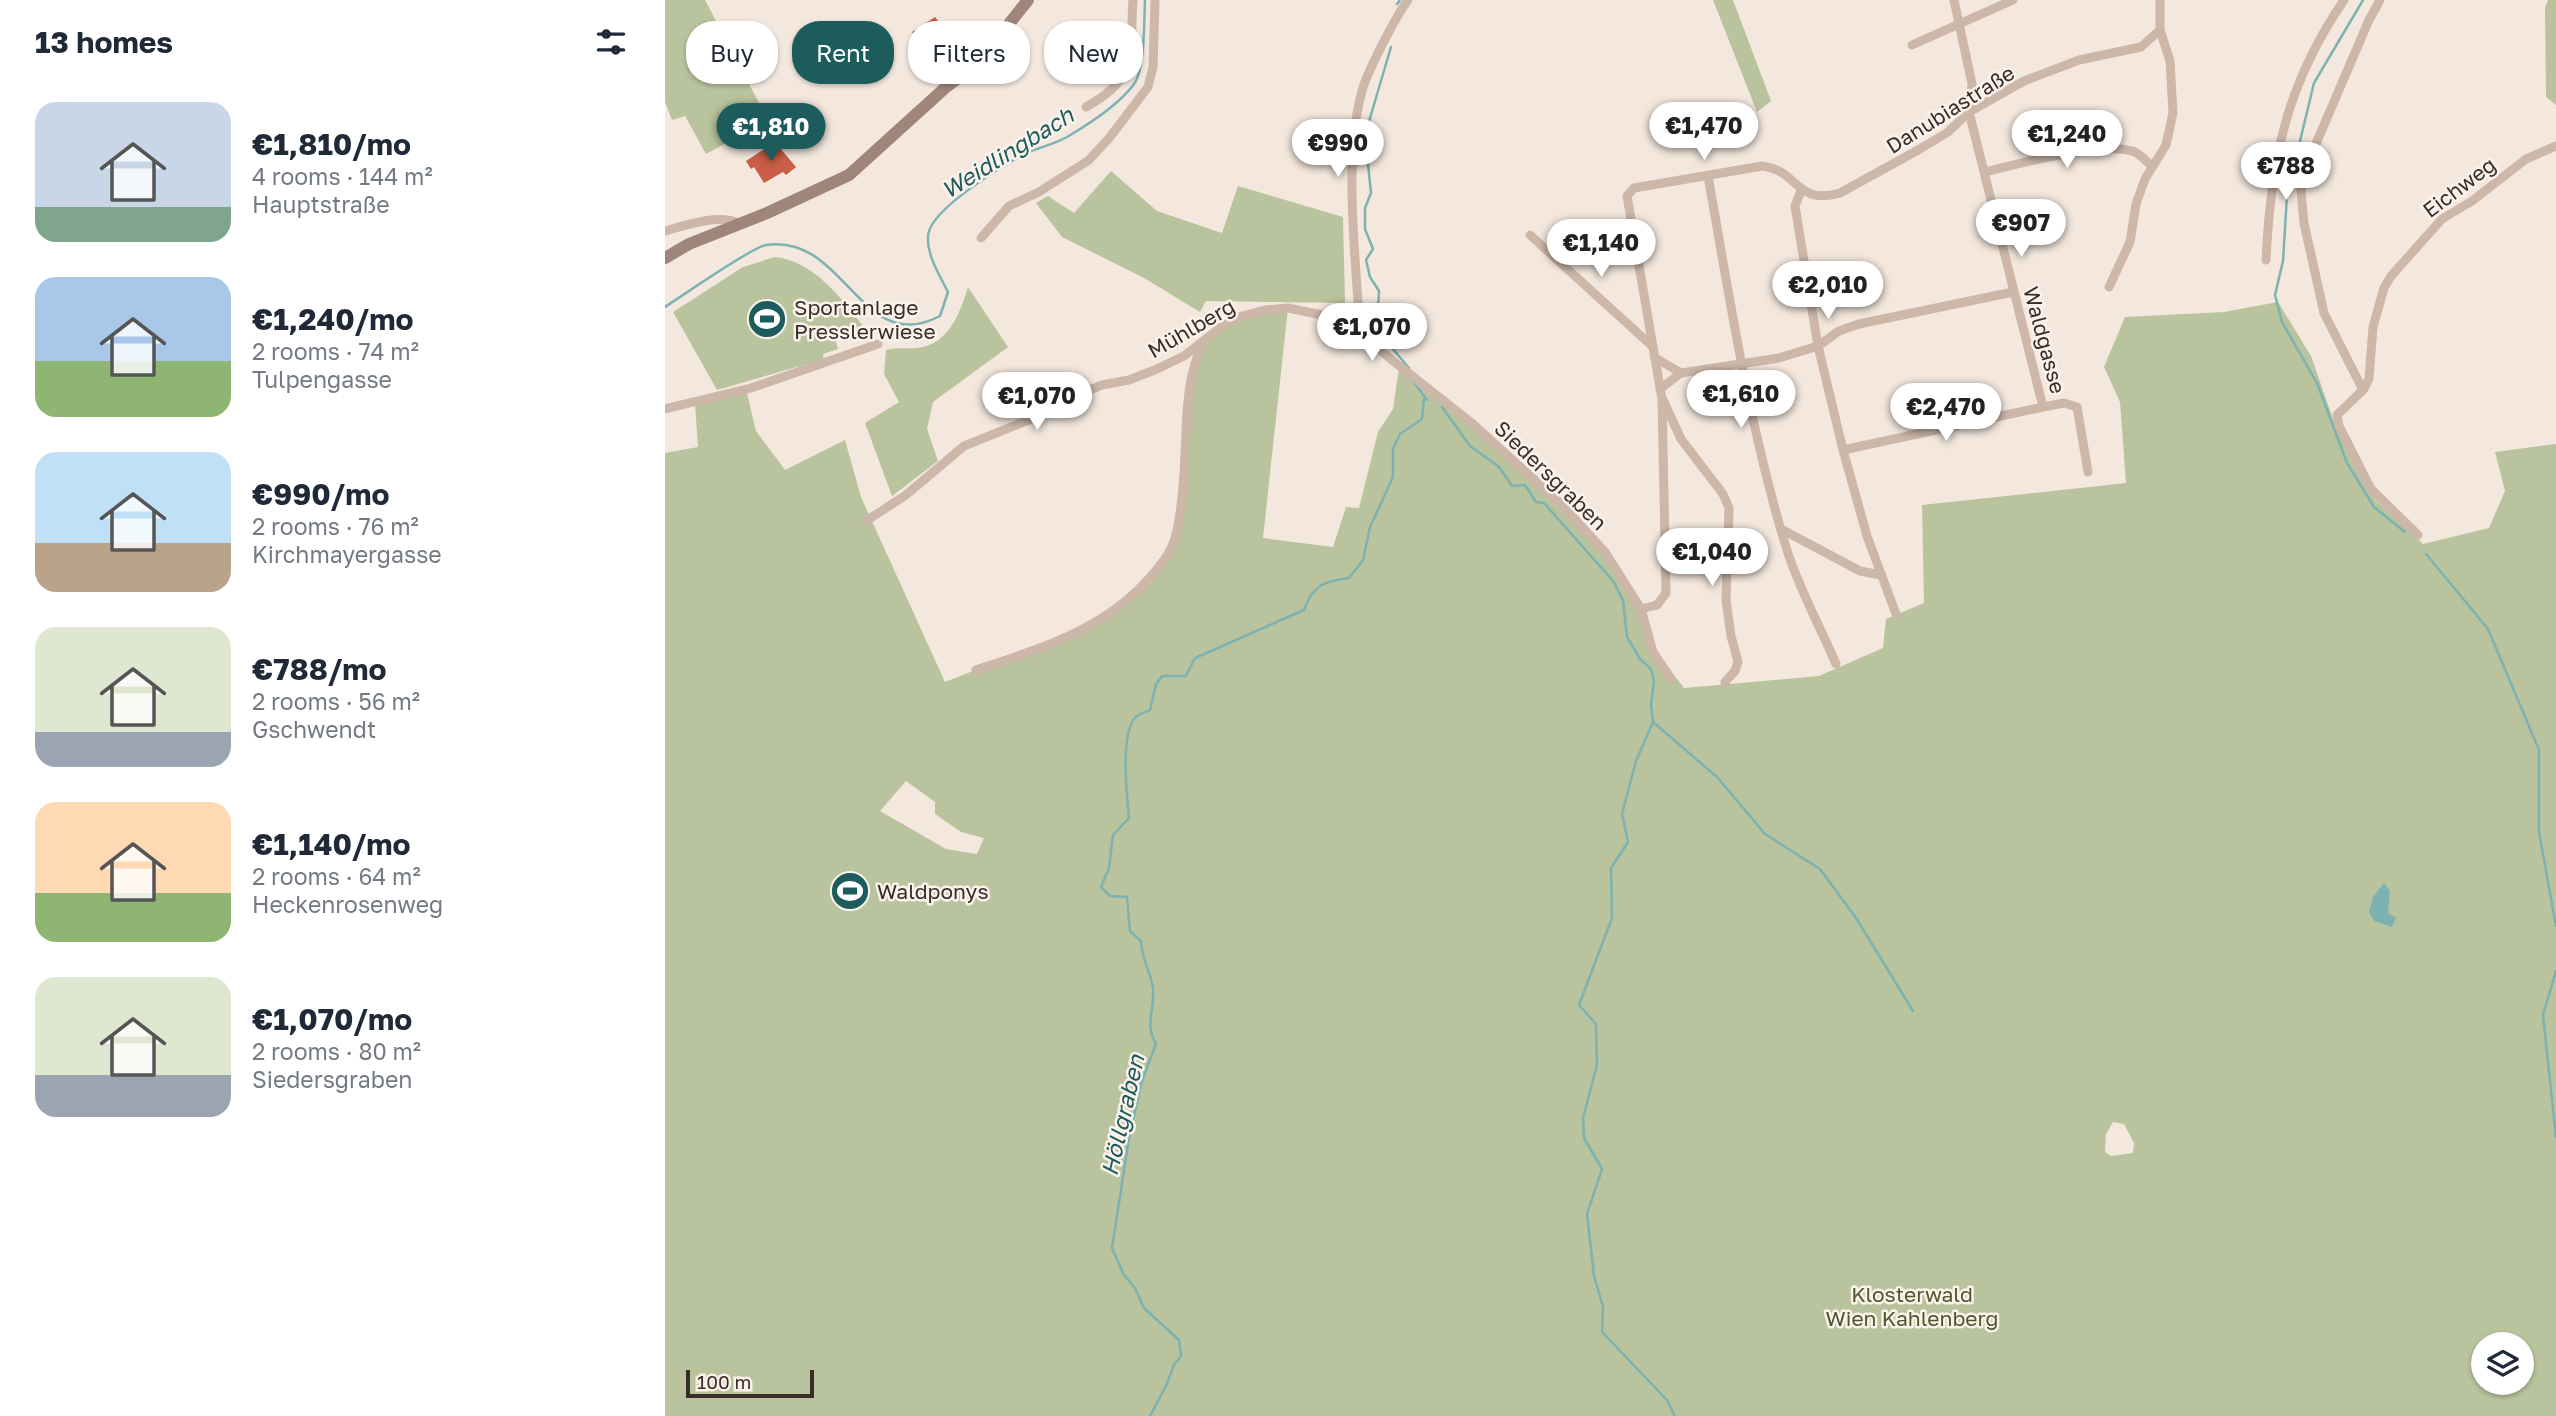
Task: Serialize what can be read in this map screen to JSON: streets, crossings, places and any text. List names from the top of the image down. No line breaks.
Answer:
{"streets":{"street":["Danubiastraße","Eichweg","Mühlberg","Waldgasse","Siedersgraben"]},"crossings":[["Danubiastraße","Waldgasse"],["Mühlberg","Siedersgraben"]],"water":["Weidlingbach","Höllgraben"],"parks":["Klosterwald Wien Kahlenberg"],"places":{"sports":["Sportanlage Presslerwiese","Waldponys"]},"scale_bar":"100 m","page":{"heading":"13 homes","chip":["Buy","Rent","Filters","New"],"list":[{"name":"€1,810/mo","note":"4 rooms · 144 m² · Hauptstraße"},{"name":"€1,240/mo","note":"2 rooms · 74 m² · Tulpengasse"},{"name":"€990/mo","note":"2 rooms · 76 m² · Kirchmayergasse"},{"name":"€788/mo","note":"2 rooms · 56 m² · Gschwendt"},{"name":"€1,140/mo","note":"2 rooms · 64 m² · Heckenrosenweg"},{"name":"€1,070/mo","note":"2 rooms · 80 m² · Siedersgraben"}],"price":["€1,470","€1,810","€1,240","€990","€788","€907","€1,140","€2,010","€1,070","€1,610","€1,070","€2,470","€1,040"],"scale":"100 m"}}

---

Any picture in the material is to be left out, and everything else is to be retyped as is.

## WRITTEN RESPONSE
Task: Serialize what can be read in this map screen to JSON: streets, crossings, places and any text. List names from the top of the image down. No line breaks.
Answer:
{"streets":{"street":["Danubiastraße","Eichweg","Mühlberg","Waldgasse","Siedersgraben"]},"crossings":[["Danubiastraße","Waldgasse"],["Mühlberg","Siedersgraben"]],"water":["Weidlingbach","Höllgraben"],"parks":["Klosterwald Wien Kahlenberg"],"places":{"sports":["Sportanlage Presslerwiese","Waldponys"]},"scale_bar":"100 m","page":{"heading":"13 homes","chip":["Buy","Rent","Filters","New"],"list":[{"name":"€1,810/mo","note":"4 rooms · 144 m² · Hauptstraße"},{"name":"€1,240/mo","note":"2 rooms · 74 m² · Tulpengasse"},{"name":"€990/mo","note":"2 rooms · 76 m² · Kirchmayergasse"},{"name":"€788/mo","note":"2 rooms · 56 m² · Gschwendt"},{"name":"€1,140/mo","note":"2 rooms · 64 m² · Heckenrosenweg"},{"name":"€1,070/mo","note":"2 rooms · 80 m² · Siedersgraben"}],"price":["€1,470","€1,810","€1,240","€990","€788","€907","€1,140","€2,010","€1,070","€1,610","€1,070","€2,470","€1,040"],"scale":"100 m"}}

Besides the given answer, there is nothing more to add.